Data listing:
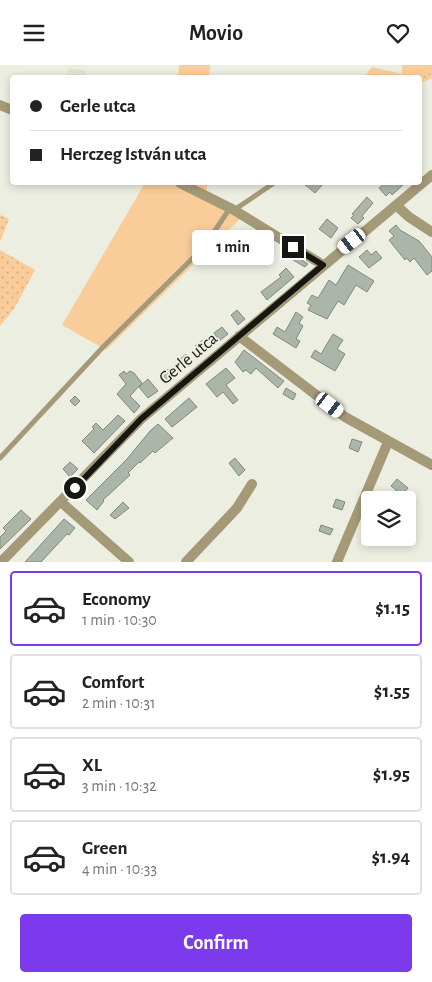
<!DOCTYPE html>
<html lang="en">
<head>
<meta charset="utf-8">
<style>
  :root { --surface:#fff; --page:#f2f2f2; --text:#222; --muted:#767676; --line:#e0e0e0; --accent:#7c3aed }
  body { margin:0; font-family:"Alegreya Sans",sans-serif; background:var(--page); color:var(--text); height:100vh; display:flex; flex-direction:column; font-size:19px; white-space:nowrap }
  * { box-sizing:border-box; margin:0 }
  p { font-size:16px; color:var(--muted) }
  .icon { flex:none; width:28px; height:28px; fill:none; stroke:currentColor; stroke-width:2; stroke-linecap:round; stroke-linejoin:round }
  .map { position:relative; height:497px; overflow:hidden }
  .sheet { display:flex; flex-direction:column; background:var(--surface); flex:1 }
  .sheet>* { flex:none }
  .guide { position:absolute; left:10px; top:10px; width:412px; height:110px; border-radius:5px; box-shadow:0 2px 8px #0003; display:grid; align-content:center; height:110px; padding:0 20px; background:var(--surface) }
  .fabs { position:absolute; left:361px; top:426px; display:grid; gap:10px }
  .fabs a { display:grid; place-items:center; width:55px; height:55px; border-radius:5px; background:var(--surface); box-shadow:0 2px 8px #0003; font-size:25px }
  .end { position:absolute; width:22px; height:22px; margin:-11px; border:6px solid #161712; background:#fff; box-shadow:0 0 0 2px #fff }
  .from { border-radius:50% }
  .bubble { position:absolute; height:35px; border-radius:5px; background:var(--surface); box-shadow:0 2px 8px #0003; font-size:16px; font-weight:600; line-height:35px; text-align:center }
  .car { position:absolute; width:15px; height:30px; margin:-15px -8px; border-radius:6px; box-shadow:0 0 4px 1px #0007; background:linear-gradient(#fff 24%,#345 0 40%,#fff 0 76%,#345 0 86%,#fff 0) }
  .guide b { display:flex; align-items:center; gap:18px; height:48px; font-size:19px }
  .guide b+b { border-top:1px solid var(--line) }
  .guide i { width:12px; height:12px; background:var(--text) }
  ul { padding:9px 0 0; list-style:none }
  li { display:flex; align-items:center; gap:15px; height:75px; margin:0 10px 8px; padding:0 10px; border:2px solid var(--line); border-radius:5px }
  li div { flex:1 }
  li b { display:block; font-size:19px }
  li em { font-style:normal; font-weight:600 }
  li.selected { border-color:var(--accent) }
  li>.icon { width:45px; height:45px; stroke-width:1.5 }
  .action { display:flex; gap:10px; margin-top:auto; padding:10px 20px }
  .action a { flex:1; height:58px; border-radius:5px; background:var(--accent); color:#fff; font-size:20px; font-weight:600; line-height:58px; text-align:center }
  header { display:flex; justify-content:space-between; align-items:center; height:65px; padding:0 20px; background:var(--surface); font-size:22px; font-weight:600 }
  .map>svg:first-child { display:block }
  .built { fill:#e1e5d0 }
  .grass { fill:#facc99 }
  .garden { fill:url(#garden-dots) }
  .building { fill:#acb5aa; stroke:#81897f }
  .lines { fill:none; stroke-linecap:round; stroke-linejoin:round }
  .path { stroke:#7f8178; stroke-width:1; stroke-dasharray:1 4; stroke-linecap:butt }
  .service { stroke:#a59a78; stroke-width:5 }
  .minor { stroke:#a59a78; stroke-width:10 }
  .route { stroke:#161712; stroke-width:6 }
  .labels { text-anchor:middle; stroke-width:4; stroke-linejoin:round; paint-order:stroke }
  .street-label { font-size:18px; fill:#161712; stroke:#ebeee0 }
</style>
</head>
<body>
<header><svg class="icon" aria-label="menu" viewBox="0 0 24 24"><path d="M4 6h16M4 12h16M4 18h16"/></svg>Movio<svg class="icon" aria-label="heart" viewBox="0 0 24 24"><path d="M12 20l-8-8c-3-5 5-10 8-4 3-6 11-1 8 4z"/></svg></header>
<div class="map">
<svg width="432" height="497" viewBox="0 0 432 497">
  <defs>
    <pattern id="garden-dots" width="8" height="8" patternUnits="userSpaceOnUse" patternTransform="scale(1.25)"><rect width="8" height="8" fill="#facc99"/><path d="M2 2h.1M6 6h.1" fill="none" stroke="#d6ae83" stroke-width="1.8" stroke-linecap="round"/></pattern>
  </defs>
  <rect width="100%" height="100%" fill="#ebeee0"/>
  <path class="built" d="M68 3 86 6 85 12H66Z"/>
  <path class="grass" d="M179 0H210L209 12H178Z
    M402 0H432V13L420 18V12H364L372 2 402 9Z
    M145 118H207V127L246 148 106 285 62 260Z"/>
  <path class="garden" d="M0 150 9 154 0 177Z
    M0 185 35 205 14 244 0 261Z"/>
  <path class="building" d="M303 118H324L315 128Z
    M385 118H405L392 130 390 127 386 131 379 123Z
    M367 132 373 138 362 151 364 153 358 159 351 153 354 150 352 149Z
    M327 154 338 163 331 173 319 164Z
    M396 160 400 165 419 176 432 192V206L427 210 414 193 410 197 407 193 405 195 389 175 394 171 389 166Z
    M367 185 371 190 376 186 382 193 369 203 359 192Z
    M297 192 308 199 305 202 293 195Z
    M348 200 374 216 367 227 356 220 344 240 338 236 327 254 308 245 311 240 307 238 312 230 318 233 329 215 336 220Z
    M286 203 294 212 267 235 261 227 281 212 279 210Z
    M237 245 245 254 238 260 231 250Z
    M296 247 303 252 299 258 303 261 296 274 300 276 296 283 273 269 277 262 285 267Z
    M222 262 228 269 219 276 214 268Z
    M333 269 343 275 337 284 345 289 335 306 311 292 315 285 321 289Z
    M203 275 210 283 202 289 195 281Z
    M244 285 284 316 278 323 256 303 251 309 246 305 243 307 235 297Z
    M186 289 193 298 184 304 178 296Z
    M226 303 235 313 226 320 238 335 233 339 223 327 217 332 206 319Z
    M168 304 175 312 167 318 161 310Z
    M124 306 126 309 130 306 134 308 142 318 130 331 140 341 134 348 117 329 126 319 119 310Z
    M148 314 158 326 148 333 139 322Z
    M286 323 296 329 293 335 283 329Z
    M75 331 80 336 75 341 70 336Z
    M189 333 197 342 172 362 165 354Z
    M118 350 125 356 94 388 82 376 94 364 92 362 96 358 103 365Z
    M158 359 173 373 155 388 153 386 140 398 139 397 128 408 130 410 103 435 104 436 97 445 86 435 127 394 150 366Z
    M352 374 362 377 358 387 349 383Z
    M235 393 245 405 239 411 229 398Z
    M70 397 78 404 70 412 63 404Z
    M397 414 408 423 402 430 391 421Z
    M336 434 345 437 342 445 333 442Z
    M123 437 129 443 115 454 110 450Z
    M21 445 31 454 0 484V472L6 466 3 463Z
    M64 454 75 463 69 470 67 469 41 497H25Z
    M321 460 333 464 330 470 319 466Z"/>
  <g class="lines">
    <path class="path" d="M420 14 432 8"/>
    <path class="service" d="M234 145 274 118
      M0 393 104 281 204 182 230 143"/>
    <path class="minor" d="M0 40 12 45
      M180 118 234 145 323 200
      M397 141 409 152 432 167
      M239 271 345 352 432 400
      M61 437 129 497
      M1 497 141 354 432 110
      M186 497 237 443 252 419
      M337 497 388 377"/>
  </g>
  <g class="lines">
    <path class="route" d="M75 423 141 354 323 200 293 182"/>
  </g>
  <g class="labels">
    <g class="street-label">
      <text transform="translate(188 293) rotate(-40)" y="6">Gerle utca</text>
    </g>
  </g>
</svg>
<div class="fabs">
<a><svg class="icon" aria-label="layers" viewBox="0 0 24 24"><path d="M12 4l9 5-9 5-9-5zM3 14l9 5 9-5"/></svg></a>
</div>
<i class="end from" style="left:75px;top:423px"></i>
<i class="end" style="left:293px;top:182px"></i>
<div class="bubble" style="left:192px;top:165px;width:82px">1 min</div>
<i class="car" style="left:352px;top:176px;rotate:232deg"></i>
<i class="car" style="left:330px;top:340px;rotate:127deg"></i>
<div class="guide">
<b><i class="from"></i>Gerle utca</b>
<b><i></i>Herczeg István utca</b>
</div>
</div>
<section class="sheet">
<ul>
<li class="selected"><svg class="icon" aria-label="car" viewBox="0 0 24 24"><path d="M5 17H2v-5l4-1 3-4h7l3 4 3 1v5h-3M9 17h6M6 11h13"/><circle cx="7" cy="17" r="2"/><circle cx="17" cy="17" r="2"/></svg><div><b>Economy</b><p>1 min · 10:30</p></div><em>$1.15</em></li>
<li><svg class="icon" aria-label="car" viewBox="0 0 24 24"><path d="M5 17H2v-5l4-1 3-4h7l3 4 3 1v5h-3M9 17h6M6 11h13"/><circle cx="7" cy="17" r="2"/><circle cx="17" cy="17" r="2"/></svg><div><b>Comfort</b><p>2 min · 10:31</p></div><em>$1.55</em></li>
<li><svg class="icon" aria-label="car" viewBox="0 0 24 24"><path d="M5 17H2v-5l4-1 3-4h7l3 4 3 1v5h-3M9 17h6M6 11h13"/><circle cx="7" cy="17" r="2"/><circle cx="17" cy="17" r="2"/></svg><div><b>XL</b><p>3 min · 10:32</p></div><em>$1.95</em></li>
<li><svg class="icon" aria-label="car" viewBox="0 0 24 24"><path d="M5 17H2v-5l4-1 3-4h7l3 4 3 1v5h-3M9 17h6M6 11h13"/><circle cx="7" cy="17" r="2"/><circle cx="17" cy="17" r="2"/></svg><div><b>Green</b><p>4 min · 10:33</p></div><em>$1.94</em></li>
</ul>
<div class="action"><a>Confirm</a></div>
</section>
</body>
</html>
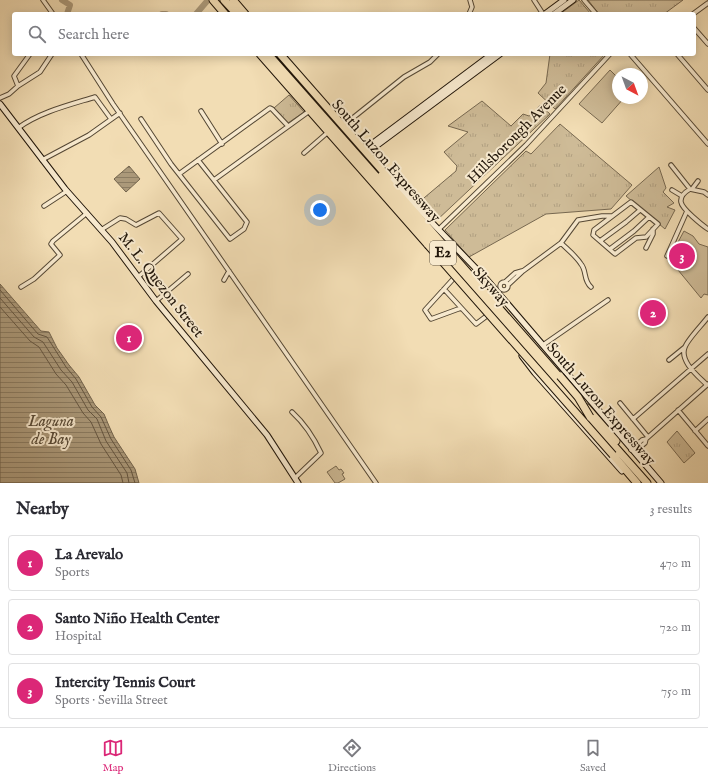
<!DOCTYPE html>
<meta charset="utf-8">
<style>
body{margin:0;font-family:"IM FELL English",serif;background:#f7f7f7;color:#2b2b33}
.compass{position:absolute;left:612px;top:68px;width:36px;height:36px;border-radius:50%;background:#fff;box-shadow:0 2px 10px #0003;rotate:139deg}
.you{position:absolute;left:320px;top:210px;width:14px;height:14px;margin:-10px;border:3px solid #fff;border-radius:50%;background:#1a73e8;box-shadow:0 0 0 6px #1a73e833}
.badge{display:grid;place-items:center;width:26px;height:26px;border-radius:50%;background:#db2777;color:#fff;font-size:13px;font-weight:700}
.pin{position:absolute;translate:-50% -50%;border:2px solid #fff;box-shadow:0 1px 4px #0006}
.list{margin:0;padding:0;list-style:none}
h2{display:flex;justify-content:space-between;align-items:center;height:52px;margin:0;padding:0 16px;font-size:17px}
h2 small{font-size:13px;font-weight:400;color:#7c7c81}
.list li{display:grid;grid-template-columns:26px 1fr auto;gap:12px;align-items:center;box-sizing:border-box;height:56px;margin:0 8px 8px;padding:0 8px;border:1px solid #e1e1e2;border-radius:4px}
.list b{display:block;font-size:15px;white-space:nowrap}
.list p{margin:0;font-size:13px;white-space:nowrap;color:#7c7c81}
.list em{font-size:13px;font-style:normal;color:#7c7c81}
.icon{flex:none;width:22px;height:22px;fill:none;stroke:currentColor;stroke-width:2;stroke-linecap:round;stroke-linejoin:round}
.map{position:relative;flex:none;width:708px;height:483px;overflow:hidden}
.search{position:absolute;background:#fff;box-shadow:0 2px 10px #0003;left:12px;right:12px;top:12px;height:44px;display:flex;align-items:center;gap:10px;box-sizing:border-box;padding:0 14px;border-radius:4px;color:#7c7c81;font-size:15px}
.sheet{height:244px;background:#fff}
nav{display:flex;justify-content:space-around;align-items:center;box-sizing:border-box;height:56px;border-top:1px solid #e1e1e2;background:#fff;font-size:11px;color:#7c7c81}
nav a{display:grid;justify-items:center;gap:2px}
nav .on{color:#db2777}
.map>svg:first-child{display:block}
.grass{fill:url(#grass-tufts);stroke:#776850}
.green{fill:#cebb97;stroke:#776850}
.water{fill:url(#water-rules);stroke:#73644d}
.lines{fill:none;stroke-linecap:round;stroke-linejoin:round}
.shore{stroke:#665742;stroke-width:1}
.river{stroke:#ab997a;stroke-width:6}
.street-casing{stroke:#544734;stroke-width:5.5}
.secondary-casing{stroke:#201509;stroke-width:7}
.highway-casing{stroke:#201509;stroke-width:9}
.street{stroke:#f7e9ce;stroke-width:3.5}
.secondary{stroke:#f7e9ce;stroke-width:5}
.highway{stroke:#f2ddb4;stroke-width:7}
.highway-bridge-casing{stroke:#201509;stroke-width:9;stroke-linecap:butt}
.highway-bridge{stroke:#f2ddb4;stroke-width:7}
.labels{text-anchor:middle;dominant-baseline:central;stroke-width:4;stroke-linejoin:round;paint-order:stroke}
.shield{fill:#f7e9ce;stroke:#605544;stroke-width:1}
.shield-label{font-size:14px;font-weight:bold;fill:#201509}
.street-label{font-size:15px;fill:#201509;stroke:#f7e9ce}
.water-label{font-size:16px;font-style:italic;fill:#584a36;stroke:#f7e9ce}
</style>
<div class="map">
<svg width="708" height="483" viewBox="0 0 708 483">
<defs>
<pattern id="grass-tufts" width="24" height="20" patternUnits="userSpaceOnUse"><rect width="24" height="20" fill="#cebb97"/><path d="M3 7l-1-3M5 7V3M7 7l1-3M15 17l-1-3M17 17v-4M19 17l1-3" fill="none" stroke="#b1a081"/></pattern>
<pattern id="water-rules" width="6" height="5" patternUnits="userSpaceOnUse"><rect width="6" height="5" fill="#ab997a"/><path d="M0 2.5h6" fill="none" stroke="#8b7c62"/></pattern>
</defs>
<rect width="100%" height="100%" fill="#f2ddb4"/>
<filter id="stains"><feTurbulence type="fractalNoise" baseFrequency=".005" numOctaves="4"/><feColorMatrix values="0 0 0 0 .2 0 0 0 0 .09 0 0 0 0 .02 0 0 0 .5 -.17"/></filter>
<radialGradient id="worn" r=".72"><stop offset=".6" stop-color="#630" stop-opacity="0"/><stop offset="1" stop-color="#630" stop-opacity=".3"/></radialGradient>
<!-- grass -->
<path class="grass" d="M579,0L591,14H560Z
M588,0H683L664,14H599Z
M550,54H605L555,109L538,93L546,83Z
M289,95L304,112L288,123L274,108Z
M482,101L511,126L523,114L529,116L533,114L540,105L550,114L436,221L418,203L456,171L457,166L444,152L468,132L448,126Z
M560,124L632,185L611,209L546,214L469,257L445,230L526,151L531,154Z
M659,167L666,188L663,192L674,203L667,207L675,210L665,229L626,196Z
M677,431L695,453L684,463L667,442Z"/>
<!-- green -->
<path class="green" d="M610,70L618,78V98H624L602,123L579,104Z
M684,231L693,236L699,244L708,247V295L704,294L701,298L669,259Z
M336,466L339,470L341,469L344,473L342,474L345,479L338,483H335L327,472Z"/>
<!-- water -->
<path class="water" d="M129,166L140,179L126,192L114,179Z
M0,284L41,331L49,332L57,348L69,365L79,377L95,405L104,414L109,426L114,437L135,469L139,483H0Z"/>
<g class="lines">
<!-- shore -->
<path class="shore" d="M0,290L38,334L47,337L66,367L76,379L92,407L101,417L111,439L131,470L135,483
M0,298L34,337L43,342L61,370L72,382L88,410L97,419L106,441L127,473L129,483
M0,307L30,341L39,347L56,374L66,385L83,413L91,422L101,444L121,475L123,483"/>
<!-- river -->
<path class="river" d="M62,0L70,5L67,14
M162,14H166
M196,14L208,0"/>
<!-- street casing -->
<g class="street-casing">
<path id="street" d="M43,0L53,14
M534,0L543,14
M584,0L596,14
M469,14L472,7L470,0
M693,14L708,3
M694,28L708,44
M81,54L113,104L376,483
M630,54L708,144
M677,54L708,90
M18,86L14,76L30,54
M0,98L9,94L18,86L40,72L52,54
M201,111L222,144
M141,119L171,164L230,239L244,229L247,222L198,160
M344,125L404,77L430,62L438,54
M18,128C40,112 69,105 95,97L111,119
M304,153L327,133
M42,160L89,135L120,113
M671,165L690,189
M179,174L270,108L272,109L288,126
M214,180L308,112
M692,189L698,181
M672,190L682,196
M708,195L704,192L690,189C685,192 680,196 681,202C682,209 702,225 708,229
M631,202L658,224L646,237L636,238L615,254L593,235L594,230Z
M44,206L67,191
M439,229L526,145L610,54
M101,230L120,218L126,219L136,225L159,213L182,239L138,277
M600,241L626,222L640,210
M561,243C567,249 576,256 581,264C587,271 583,280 591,287
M646,248L653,234V229
M610,249L634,231L649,217
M667,256L687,211
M455,277L425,310L431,319L461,308
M224,280L229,271
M505,282L515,273L522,271
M500 286a4 4 0 1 1 8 0a4 4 0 1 1-8 0Z
M508,285L523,271L561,243L578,220L602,216H612
M21,287L34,279L60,255L51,244L53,241L87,213
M444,289L476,324L488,315
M156,301L188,274
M543,345L608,300
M669,360L685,347
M707,385C698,376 679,361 685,347C688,339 702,325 708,317
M620,403L648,437
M678,410L708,446
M292,412C304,423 314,438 321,453L295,478
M633,419L708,354
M695,431L708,419
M631,450L642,440L646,439L708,384
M634,452L645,443L646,439"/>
</g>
<!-- secondary casing -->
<g class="secondary-casing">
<path id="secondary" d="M545,14L564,0
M554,14L573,0
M0,104L65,189L112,242L156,301L267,435L298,483
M365,149L492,54
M368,152L500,54
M387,174L413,203L487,280L661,483
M522,356L535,373L622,471"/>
</g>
<!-- highway casing -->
<g class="highway-casing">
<path id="highway" d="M213,0L225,14
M224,0L237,14
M233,0L245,14
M260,54L428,245
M268,54L647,483
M280,54L388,177
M382,175L563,381
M587,408L616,441
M613,455L637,483"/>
</g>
<!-- street -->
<use href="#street" class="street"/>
<!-- secondary -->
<use href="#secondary" class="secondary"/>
<!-- highway -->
<use href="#highway" class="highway"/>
<!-- highway-bridge casing -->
<g class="highway-bridge-casing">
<path id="highway-bridge" d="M428,245L613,455
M560,376L578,397L590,417"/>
</g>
<!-- highway-bridge -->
<use href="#highway-bridge" class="highway-bridge"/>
</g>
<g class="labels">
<!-- shield labels -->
<rect class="shield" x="430" y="241" width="26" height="24" rx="3"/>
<g class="shield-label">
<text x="443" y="253">E2</text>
</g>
<!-- street labels -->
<g class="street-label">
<text transform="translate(517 134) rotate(-45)">Hillsborough Avenue</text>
<text transform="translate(386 161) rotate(49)">South Luzon Expressway</text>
<text transform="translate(161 285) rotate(52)">M. L. Quezon Street</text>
<text transform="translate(491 287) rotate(49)">Skyway</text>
<text transform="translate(601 404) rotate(49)">South Luzon Expressway</text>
</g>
<!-- water labels -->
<g class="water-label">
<text x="51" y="422">Laguna<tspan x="51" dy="18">de Bay</tspan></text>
</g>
</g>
<rect width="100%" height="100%" filter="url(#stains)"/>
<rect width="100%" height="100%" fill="url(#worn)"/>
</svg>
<svg class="compass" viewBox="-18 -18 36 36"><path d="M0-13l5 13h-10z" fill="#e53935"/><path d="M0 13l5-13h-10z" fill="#7c7c81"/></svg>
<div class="you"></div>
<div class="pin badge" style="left:129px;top:338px">1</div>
<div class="pin badge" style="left:653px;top:313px">2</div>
<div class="pin badge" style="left:682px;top:256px">3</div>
<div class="search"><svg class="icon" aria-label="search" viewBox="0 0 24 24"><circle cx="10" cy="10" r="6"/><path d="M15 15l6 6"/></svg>Search here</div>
</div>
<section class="sheet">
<h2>Nearby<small>3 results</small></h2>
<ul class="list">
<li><span class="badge">1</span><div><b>La Arevalo</b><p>Sports</p></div><em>470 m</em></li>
<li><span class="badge">2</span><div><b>Santo Niño Health Center</b><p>Hospital</p></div><em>720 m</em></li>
<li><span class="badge">3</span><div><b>Intercity Tennis Court</b><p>Sports · Sevilla Street</p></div><em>750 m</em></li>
</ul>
</section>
<nav>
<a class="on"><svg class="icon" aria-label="map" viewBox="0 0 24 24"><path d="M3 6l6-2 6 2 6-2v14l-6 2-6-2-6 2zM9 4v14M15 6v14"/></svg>Map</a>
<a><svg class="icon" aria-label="directions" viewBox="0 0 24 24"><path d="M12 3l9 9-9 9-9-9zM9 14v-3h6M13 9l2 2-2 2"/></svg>Directions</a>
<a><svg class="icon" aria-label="saved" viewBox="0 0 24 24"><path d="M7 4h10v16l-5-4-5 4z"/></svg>Saved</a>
</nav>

Exercise requirements:
Filter these records, keeping every line where the word "worn" occurs.

Written response:
<radialGradient id="worn" r=".72"><stop offset=".6" stop-color="#630" stop-opacity="0"/><stop offset="1" stop-color="#630" stop-opacity=".3"/></radialGradient>
<rect width="100%" height="100%" fill="url(#worn)"/>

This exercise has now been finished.